# Lab 5: Potential Outcomes and Simulations

Welcome to lab 5! This week, we will go over potential outcomes and simulations, and introduce the concept of randomness. All of this material is covered in [Chapter 9](https://inferentialthinking.com/chapters/09/Randomness.html) and [Chapter 10](https://inferentialthinking.com/chapters/10/Sampling_and_Empirical_Distributions.html) of the textbook as well as Chapter 2 of Gerber and Green (available on http://canvas.yale.edu).

In [None]:
import numpy as np
import pandas as pd

# These lines set up graphing capabilities.
import matplotlib.pyplot as plt

## 1. Potential Outcomes

We are going to use Python to re-create the analyses done in Chapter 2 of Gerber and Green.

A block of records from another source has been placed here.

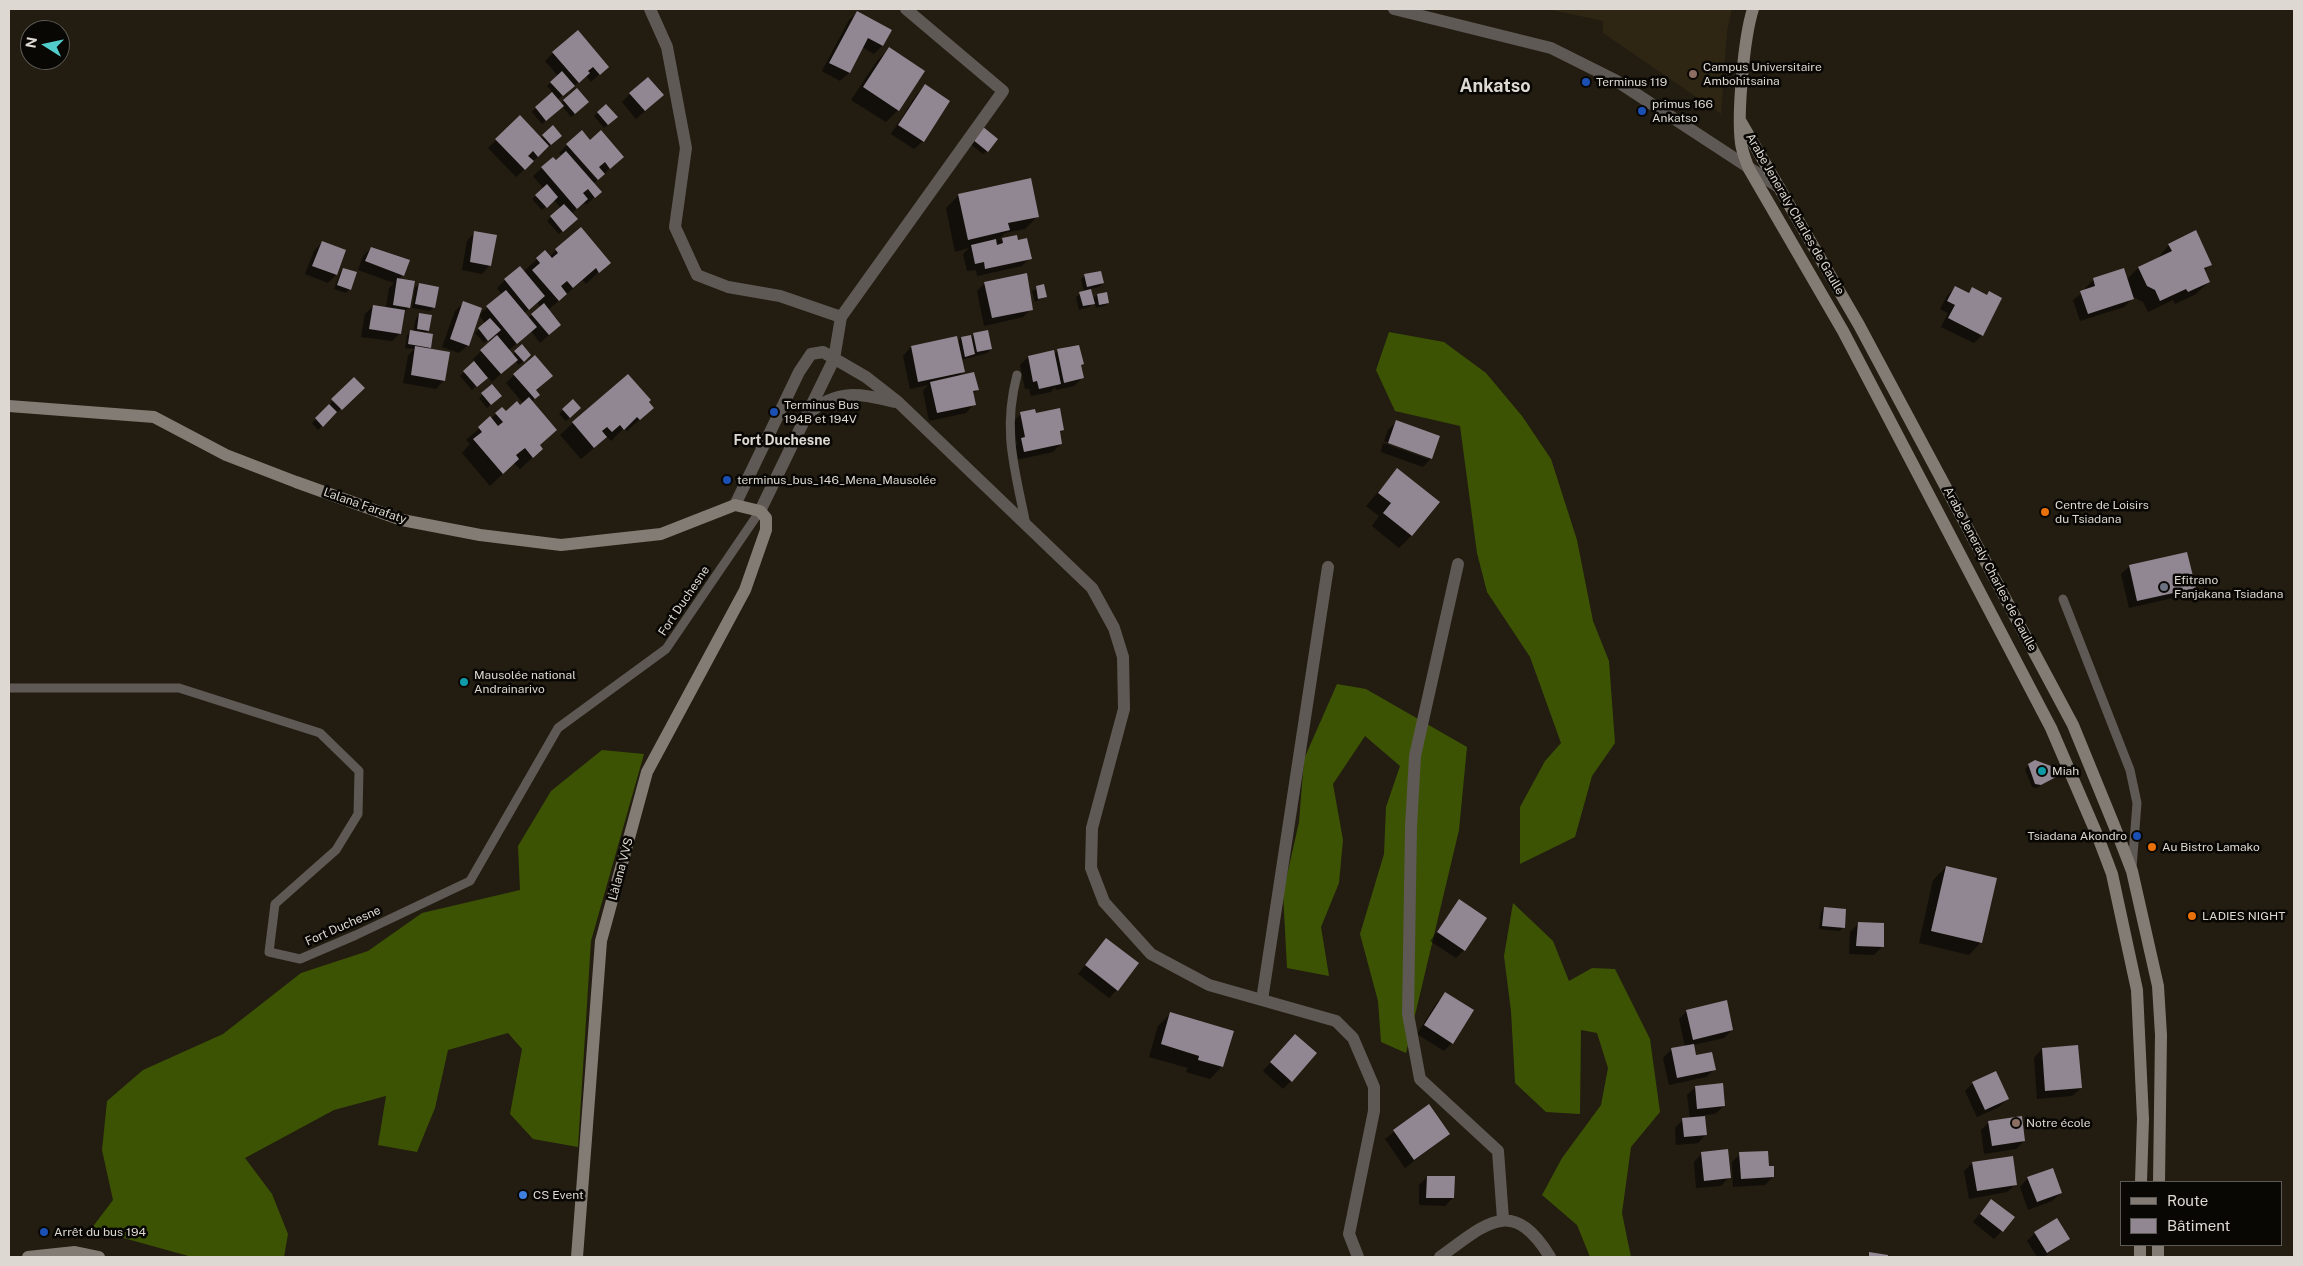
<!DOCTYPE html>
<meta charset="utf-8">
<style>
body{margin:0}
#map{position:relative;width:2303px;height:1266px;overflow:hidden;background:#221c11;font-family:"Public Sans",sans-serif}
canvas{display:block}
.frame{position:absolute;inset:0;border:10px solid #ddd9d2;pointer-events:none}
.legend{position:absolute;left:2120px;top:1181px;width:162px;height:65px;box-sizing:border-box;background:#090704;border:1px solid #5e5b56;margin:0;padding:6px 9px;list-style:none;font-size:15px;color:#ddd9d2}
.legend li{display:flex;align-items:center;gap:10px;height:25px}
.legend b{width:25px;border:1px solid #5e5b56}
.north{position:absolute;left:20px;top:20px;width:50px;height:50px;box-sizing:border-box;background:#090704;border:1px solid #5e5b56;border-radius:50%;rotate:280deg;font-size:14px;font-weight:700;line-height:20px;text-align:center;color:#ddd9d2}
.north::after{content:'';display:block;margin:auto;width:18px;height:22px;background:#52cdcc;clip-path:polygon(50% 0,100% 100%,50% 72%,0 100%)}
</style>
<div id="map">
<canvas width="2303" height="1266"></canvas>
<div class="frame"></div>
<ul class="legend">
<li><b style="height:6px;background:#837c74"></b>Route</li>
<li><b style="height:14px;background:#918793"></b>Bâtiment</li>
</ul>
<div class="north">N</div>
</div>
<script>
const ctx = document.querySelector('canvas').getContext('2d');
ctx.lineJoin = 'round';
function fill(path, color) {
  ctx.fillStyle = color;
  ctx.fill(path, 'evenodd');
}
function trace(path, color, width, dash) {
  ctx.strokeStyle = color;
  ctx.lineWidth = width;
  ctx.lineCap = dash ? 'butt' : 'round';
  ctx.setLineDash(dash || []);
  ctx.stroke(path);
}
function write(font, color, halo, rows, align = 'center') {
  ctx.font = font + ' "Public Sans",sans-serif';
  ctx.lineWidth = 5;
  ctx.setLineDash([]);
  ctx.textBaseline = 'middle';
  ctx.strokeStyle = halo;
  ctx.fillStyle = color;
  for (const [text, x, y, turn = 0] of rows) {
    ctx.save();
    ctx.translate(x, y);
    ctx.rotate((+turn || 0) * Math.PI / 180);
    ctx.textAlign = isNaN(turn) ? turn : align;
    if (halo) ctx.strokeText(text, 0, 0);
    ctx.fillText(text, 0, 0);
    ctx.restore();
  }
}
fill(new Path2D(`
 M1547,9H1732L1727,32L1721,114L1603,33V21Z`), '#2e2513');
fill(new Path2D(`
 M1389,332L1444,342L1486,373L1522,416L1551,459L1577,540L1593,621L1609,661L1615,743L1592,776L1575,837L1520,864V807L1545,761L1561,743L1530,657L1487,592L1477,553L1460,426L1395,411L1376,370Z
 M1337,684L1366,689L1467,747L1459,830L1406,1053L1381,1042L1378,1001L1360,934L1384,854L1386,807L1400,766L1365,736L1333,784L1343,840L1339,883L1321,927L1329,976L1287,968L1283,893L1299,822L1304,759Z
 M602,750L644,754L591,941L578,1147L533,1139L510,1114L522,1049L508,1033L448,1050L435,1108L417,1152L378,1145L386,1096L334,1110L245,1158L272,1194L288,1234L284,1257H192L91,1229L113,1200L102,1150L107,1101L143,1070L223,1034L301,973L368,951L422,913L520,890L518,846L551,791Z
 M1513,903L1553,941L1569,981L1592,968L1615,969L1650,1039L1660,1112L1631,1147L1622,1213L1631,1257H1590L1577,1225L1542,1195L1562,1158L1601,1105L1608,1068L1597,1033L1581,1030L1580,1114L1546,1112L1515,1083L1511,1011L1504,956Z`), '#3d5304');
fill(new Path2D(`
 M858,12L882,46L874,54L862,47L849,73L840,81L822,71L849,20Z
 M889,49L898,110L886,122L851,100L877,61Z
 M553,53L607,67L591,82L586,76L557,100L560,104L564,100L584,106L571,117L562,106L542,124L532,112L553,93L547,86L558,76L545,61Z
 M925,86L948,101L923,141L914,149L891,134L917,94Z
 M630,94L654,103L636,119L622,102Z
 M598,113L616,117L604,128L594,116Z
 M520,117L540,139L553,127L557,139L516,177L488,148Z
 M978,131L987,151L983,154L969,143Z
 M589,142L622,157L593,184L600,192L586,205L584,202L571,214L572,223L559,234L547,221L561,208L554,200L542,210L532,199L544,189L533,176L553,158L556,162L562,156L559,153L567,145Z
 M959,195L1038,216L1025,229L1005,233L998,240L1016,236L1017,241L1030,258L1022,266L977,276L976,270L967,271L963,254L969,248L955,252L946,208Z
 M475,232L490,265L482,274L462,270L467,241Z
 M322,242L336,275L328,283L305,274L314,251Z
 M2169,245L2210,264L2204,271L2209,282L2196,294L2175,304L2173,300L2148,312L2143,302L2134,297L2124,307L2080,321L2073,300L2086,290L2085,288L2094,280H2126L2138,268L2157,259Z
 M371,248L403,275L399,280L409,307L403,313L400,333L392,341L361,337L365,314L373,306L386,308L389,288L394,283L358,270L363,256Z
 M556,250L609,262L586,284L583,280L548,310L559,325L551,333L540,343L531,331L508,351L512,355L522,346L526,359L519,365L515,361L492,382L487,376L472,390L460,376L475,362L473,359L496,337L494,335L484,343L475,333L485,323L479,315L502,295L497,288L505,280L523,272L545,252L549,257ZM537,303L541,307L528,318L524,313Z
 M343,269L350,289L346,293L334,289L340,273Z
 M1085,276L1103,283L1099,287L1090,289L1092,300L1097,295L1108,303L1104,306L1096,308L1094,302L1089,307L1079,310L1076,297L1084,292L1081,279Z
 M985,283L1031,309L1023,317L984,326L977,291Z
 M419,285L434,307L430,311L412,308L415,288Z
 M1043,286L1045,296L1035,302L1032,291Z
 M1955,287L1967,294L1972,289L1986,296L1989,292L1982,335L1974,343L1941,327L1948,313L1940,309L1947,296Z
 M463,303L468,345L459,353L442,347L455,311Z
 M419,314L428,330L425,334L430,347L427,349L444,380L436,389L403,383L408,356L414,349L405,348L407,335L410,332H413L416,318Z
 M974,335L991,349L987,353L961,360L963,371L958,377L977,390L972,395L974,404L966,413L929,421L923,391L928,385L910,389L903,356L911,347L957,343L961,338H970Z
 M1057,351L1080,366L1082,378L1074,386L1056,390L1055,387L1051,392L1031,396L1029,389H1025L1020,365L1028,357L1053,355Z
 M514,375L538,395L531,402L556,430L539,446L542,449L520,469L514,463L490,486L462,453L470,444L466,440L502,409L506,413L523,403L506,383Z
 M354,379L363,388L318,430L312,423Z
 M492,386L497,399L487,408L479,398Z
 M573,401L576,412L566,421L559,414Z
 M647,403L652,408L627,431L624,428L611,441L607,437L581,459L560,435L573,423Z
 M1021,414H1035L1063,430L1059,434L1061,444L1053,452L1016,460L1014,447L1017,444L1013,422Z
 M1396,422L1431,458L1423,467L1381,452L1383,443L1428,459V456L1384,441L1388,430Z
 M1397,470L1412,535L1399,548L1372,526L1379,516L1366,506Z
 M2130,566L2194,587L2186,595L2129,608L2121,574Z
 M2029,765L2054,777L2037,788L2032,787L2025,769Z
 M1946,867L1981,942L1969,955L1919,943L1933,880Z
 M1460,901L1464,950L1456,958L1430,941Z
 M1824,908L1844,927L1840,931L1819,929L1821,912Z
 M1858,924L1882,947L1874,955L1849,954L1850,932Z
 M1106,939L1117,990L1109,998L1078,974Z
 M1446,993L1452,1043L1444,1051L1417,1034L1437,1002Z
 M1687,1011L1732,1030L1724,1038L1693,1045L1695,1056L1715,1069L1706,1077L1669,1085L1663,1058L1671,1050L1685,1047L1679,1019Z
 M1171,1013L1222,1066L1210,1079L1186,1072L1188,1068L1149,1057L1158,1026Z
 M1287,1044L1291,1081L1283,1089L1263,1071Z
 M2042,1049L2081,1088L2072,1096L2037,1099L2034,1058Z
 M1973,1083L2007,1099L1999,1107L1977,1117L1965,1091Z
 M1696,1087L1724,1106L1715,1114L1704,1115L1706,1134L1698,1143L1676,1145L1675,1128L1683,1120L1690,1119L1687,1095Z
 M1429,1106L1449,1134L1405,1168L1385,1139Z
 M1989,1122L2024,1141L2016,1149L1984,1154L1981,1130Z
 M1702,1153L1729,1177L1721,1186L1696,1188L1694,1162Z
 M1740,1154L1768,1167L1773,1177L1765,1185L1733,1187L1732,1162Z
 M1972,1163L2016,1184L2007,1192L1969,1199L1964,1171Z
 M1427,1177L1453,1198L1445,1206L1419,1205V1185Z
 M2028,1178L2061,1193L2052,1201L2028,1210L2020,1187Z
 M1991,1200L2002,1231L1994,1239L1973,1222Z
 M2035,1233L2068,1239L2044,1257H2037L2027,1241Z`), '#0007');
fill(new Path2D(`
 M857,11L892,30L883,46L868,38L850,73L829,63Z
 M578,30L609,67L600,75L593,67L588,71L590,73L579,83L552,52Z
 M889,47L925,71L899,111L863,87Z
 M562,71L575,86L563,96L550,82Z
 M648,77L664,95L645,111L629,93Z
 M925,84L950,101L924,142L898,125Z
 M577,88L589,102L575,114L563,100Z
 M552,92L564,106L546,121L535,107Z
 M606,104L618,117L608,125L597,112Z
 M520,115L549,146L538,157L533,151L528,156L534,161L525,170L495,139Z
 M553,125L562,136L551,145L542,135Z
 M982,126L998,139L988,152L972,139Z
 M582,130L590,140L601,130L624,157L610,169L605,162L599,167L605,174L598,180L566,144Z
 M566,151L602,192L595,198L588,189L583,193L588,199L577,209L541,167L553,157L556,160Z
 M1031,178L1039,217L1008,223L1010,230L968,240L958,194Z
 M547,184L558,197L547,208L535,195Z
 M564,204L578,219L563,232L550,216Z
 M581,227L611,263L599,273L596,268L573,288L567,281L561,286L567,294L559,301L532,270L540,263L536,258L545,250L552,258L558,253L555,249Z
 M2196,230L2212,265L2204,268L2210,282L2188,292L2186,289L2160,301L2155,290L2147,286L2138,267L2172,251L2168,244Z
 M474,231L497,235L491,266L470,262Z
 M1017,235L1018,240L1027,238L1032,259L985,269L984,262L975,264L971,245L996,239L997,245L1003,243L1002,238Z
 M322,241L346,250L337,275L312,266Z
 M371,247L410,260L404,276L365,261Z
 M520,266L545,296L529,310L504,279Z
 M343,268L357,272L351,290L337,285Z
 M2124,268L2134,299L2088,314L2080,291L2095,286L2093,278Z
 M1101,271L1104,283L1087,287L1084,274Z
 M1027,273L1033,310L992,318L984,282Z
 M397,278L415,281L410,308L393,305Z
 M419,283L439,287L435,308L415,304Z
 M1044,284L1047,297L1038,299L1036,286Z
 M1955,286L1969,293L1972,287L1987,295L1989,291L2002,298L1983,336L1948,318L1955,305L1947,301Z
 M1091,289L1095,304L1083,306L1079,292Z
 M506,290L537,327L517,344L486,306Z
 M1107,292L1109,303L1099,305L1097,294Z
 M463,301L482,308L469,346L450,339Z
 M544,303L561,325L549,335L531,314Z
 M373,305L405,310L401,334L369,329Z
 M419,313L432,315L429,331L417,329Z
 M490,318L501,330L488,341L478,328Z
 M410,330L433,334L431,348L408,344Z
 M988,330L992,349L977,352L973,333Z
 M497,335L518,360L501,374L480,350Z
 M971,335L975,354L965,357L961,337Z
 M957,336L965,372L918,382L911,346Z
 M522,344L531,355L524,362L514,351Z
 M1079,345L1084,364L1081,365L1084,378L1064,383L1057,349Z
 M415,346L450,352L445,381L411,375Z
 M1054,350L1061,384L1039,389L1037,381L1033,382L1028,356Z
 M535,355L553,376L536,390L540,395L535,399L513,374Z
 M474,361L488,378L477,387L463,371Z
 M974,372L979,390L973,391L976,405L937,413L930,382Z
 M628,374L651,400L649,402L654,408L640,420L637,417L624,430L620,425L612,432L607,427L602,431L607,437L594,448L572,422Z
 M354,377L365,388L342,410L331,399Z
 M492,384L502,396L491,405L481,393Z
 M529,397L557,430L540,445L543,449L533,458L525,448L516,455L519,459L503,474L473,439L482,432L478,427L490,416L498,426L503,422L495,413L502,407L506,411L517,401L520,405Z
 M573,399L581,408L570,418L562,409Z
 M329,404L337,412L323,427L315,418Z
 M1060,408L1064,430L1060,431L1062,444L1024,452L1021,438L1025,437L1020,412L1035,409L1036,413Z
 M1396,420L1440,436L1432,459L1388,443Z
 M1397,468L1440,502L1412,536L1383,513L1391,503L1378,493Z
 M2187,552L2196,588L2137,601L2129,565Z
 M2035,760L2051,766L2056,777L2041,785L2035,784L2028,764Z
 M1946,866L1997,878L1982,943L1931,931Z
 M1459,899L1487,918L1465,951L1437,932Z
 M1824,907L1846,909L1845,928L1822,926Z
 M1858,922L1884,923V947L1856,946Z
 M1106,938L1139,963L1118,991L1085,965Z
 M1445,992L1474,1010L1453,1044L1424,1025Z
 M1727,1000L1733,1030L1693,1040L1686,1010Z
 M1170,1012L1234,1031L1223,1067L1198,1060L1199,1056L1161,1044Z
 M1295,1034L1317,1053L1292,1082L1270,1062Z
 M1694,1044L1696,1055L1712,1052L1716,1070L1677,1078L1671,1048Z
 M2078,1045L2082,1088L2045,1091L2042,1048Z
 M1996,1071L2009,1099L1985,1110L1972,1082Z
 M1723,1083L1725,1106L1697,1109L1695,1086Z
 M1429,1104L1450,1134L1414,1160L1393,1130Z
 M1705,1116L1707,1135L1684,1137L1682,1118Z
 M2022,1116L2025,1141L1992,1146L1988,1121Z
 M1728,1149L1731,1178L1704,1181L1701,1152Z
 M1768,1151L1769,1166H1774V1177L1741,1179L1739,1152Z
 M2013,1156L2017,1185L1977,1191L1972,1162Z
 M2053,1168L2062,1193L2037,1202L2027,1177Z
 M1427,1176H1455L1454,1198H1426Z
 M1991,1199L2015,1217L2003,1232L1980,1214Z
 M2057,1218L2070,1239L2047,1253L2034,1232Z
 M1869,1252L1888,1255V1257H1869Z`), '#918793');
trace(new Path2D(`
 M1017,375C1002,432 1015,469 1026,525
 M2063,599L2130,770L2137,803L2132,868
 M9,688H179L320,733L359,771L358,814L336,850L275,904L269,952L300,959L356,935L470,881L558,728L666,649L760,511`), '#5e5954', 9);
trace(new Path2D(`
 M650,9L667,47L686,148L675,227L697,275L728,287L780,296L841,317
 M1394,9L1551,48L1615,80L1780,188
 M809,413C839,388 860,394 895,402
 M735,505L799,372L811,354L823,352L866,377L898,402L1092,588L1114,628L1123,657L1124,709L1092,828L1091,868L1104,902L1151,954L1209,985L1336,1021L1353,1038L1374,1087V1111L1349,1234L1358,1257
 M760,511L834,359L841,317L1003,91L906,9
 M1458,564L1415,756L1411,827L1408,1014L1420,1079L1498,1151L1503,1219
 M1262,1000L1328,567
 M1440,1257C1486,1224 1512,1195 1550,1257`), '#5e5954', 12);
trace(new Path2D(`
 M1753,9C1744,37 1737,114 1741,143C1742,152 1746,161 1749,169L1843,331L2051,728L2098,837L2112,874L2137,990L2143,1119L2141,1182
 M1741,122L1859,325L2073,725L2120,840L2132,871L2158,986L2161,1035L2159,1182
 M9,406L154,417L226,455L296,482L402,520L480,535L561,545L661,534L735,505L760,511L766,518V530L745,590L647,772L601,941L577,1257
 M28,1257L75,1252L99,1257
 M2140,1257V1245
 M2158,1257V1245`), '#837c74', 12);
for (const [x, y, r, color] of [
 [1693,74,5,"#8d6e63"],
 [1586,82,5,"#1a4fb4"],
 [1642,111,5,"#1a4fb4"],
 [774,412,5,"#1a4fb4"],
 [727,480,5,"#1a4fb4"],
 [2045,512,5,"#e8710a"],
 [2164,587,5,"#6b7280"],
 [464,682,5,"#0f9aa8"],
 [2042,771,5,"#0f9aa8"],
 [2137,836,5,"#1a4fb4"],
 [2152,847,5,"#e8710a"],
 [2192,916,5,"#e8710a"],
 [2016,1123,5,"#8d6e63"],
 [523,1195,5,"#3f7fe0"],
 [44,1232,5,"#1a4fb4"]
]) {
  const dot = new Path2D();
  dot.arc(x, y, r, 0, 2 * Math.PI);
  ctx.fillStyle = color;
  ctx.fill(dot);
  trace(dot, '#090704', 2);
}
write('12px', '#ddd9d2', '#090704', [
 ["Campus Universitaire",1703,67],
 ["Ambohitsaina",1703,81],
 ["Terminus 119",1596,82],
 ["primus 166",1652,104],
 ["Ankatso",1652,118],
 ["Terminus Bus",784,405],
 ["194B et 194V",784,419],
 ["terminus_bus_146_Mena_Mausolée",737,480],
 ["Centre de Loisirs",2055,505],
 ["du Tsiadana",2055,519],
 ["Efitrano",2174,580],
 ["Fanjakana Tsiadana",2174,594],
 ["Mausolée national",474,675],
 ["Andrainarivo",474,689],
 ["Miah",2052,771],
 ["Tsiadana Akondro",2127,836,"right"],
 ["Au Bistro Lamako",2162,847],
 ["LADIES NIGHT",2202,916],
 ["Notre école",2026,1123],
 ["CS Event",533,1195],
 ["Arrêt du bus 194",54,1232]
], 'left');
write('12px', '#ddd9d2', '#090704', [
 ["Arabe Jeneraly Charles de Gaulle",1795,214,60],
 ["Lalana Farafaty",365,506,19],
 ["Arabe Jeneraly Charles de Gaulle",1990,569,62],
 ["Fort Duchesne",684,601,-56],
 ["Làlana VVS",621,869,-75],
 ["Fort Duchesne",343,926,-24]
]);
write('bold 14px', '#ddd9d2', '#090704', [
 ["Fort Duchesne",782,441]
]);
write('bold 18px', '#ddd9d2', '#090704', [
 ["Ankatso",1495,86]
]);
</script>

First, let's re-create Table 2.1. Do not manually enter the average of the treatment effect. For now, we only want Y0 and Y1.

In [None]:
table2_1 = np.array([[10, 15],
                   [15, 15],
                    [20, 30],
                    [20, 15],
                    [10, 20],
                    [15, 15],
                    [15, 30]])
# run this code as is to create a pandas data frame
table2_1 = pd.DataFrame(data=table2_1, columns = ['Y0', 'Y1'])
table2_1

**Question 1.** What is the average potential outcome under control? What is the average potential outcome under treatment?

In [None]:
y0_average = ...
y1_average = ...

# keep this to display your answer.
print("The potential outcome under control is ", y0_average)
print("The potential outcome under treatment is ", y1_average)

**Question 2.** For each village, now calculate the individual treatment effect. Add this as a column to the data frame `table2_1`. Make sure it matches table2_1 from the book.

In [None]:
table2_1['treatment_effect'] = ...

# keep this to display your answer
table2_1

**Question 3.** What is the average treatment effect?

In [None]:
treatment_average = ...

# keep this to display your answer.
print("The average treatment effect is ", treatment_average)

## 2. Conditionals

Before we continue in our analysis of experiments, it is helpful to learn a bit more Python.

In Python, Boolean values can either be `True` or `False`. We get Boolean values when using comparison operators, among which are `<` (less than), `>` (greater than), and `==` (equal to). For a complete list, refer to [Booleans and Comparison](https://www.inferentialthinking.com/chapters/09/Randomness.html) at the start of Chapter 9.

Run the cell below to see an example of a comparison operator in action.

In [None]:
3 > 1 + 1

We can even assign the result of a comparison operation to a variable.

In [None]:
result = 10 / 2 == 5
result

Arrays are compatible with comparison operators. The output is an array of boolean values.

In [None]:
np.array([[1, 5, 7, 8, 3, -1]]) > 3

Waiting on the dining table just for you is a hot bowl of nachos! Let's say that whenever you take a nacho, it will have cheese, salsa, both, or neither (just a plain tortilla chip).

Using the function call `np.random.choice(array_name)`, let's simulate taking nachos from the bowl at random. Start by running the cell below several times, and observe how the results change.

In [None]:
nachos = np.array(['cheese', 'salsa', 'both', 'neither'])
np.random.choice(nachos)

**Question 4.** Assume we took ten nachos at random, and stored the results in an array called `ten_nachos` as done below. Find the number of nachos with **only** cheese using code (do not hardcode the answer).  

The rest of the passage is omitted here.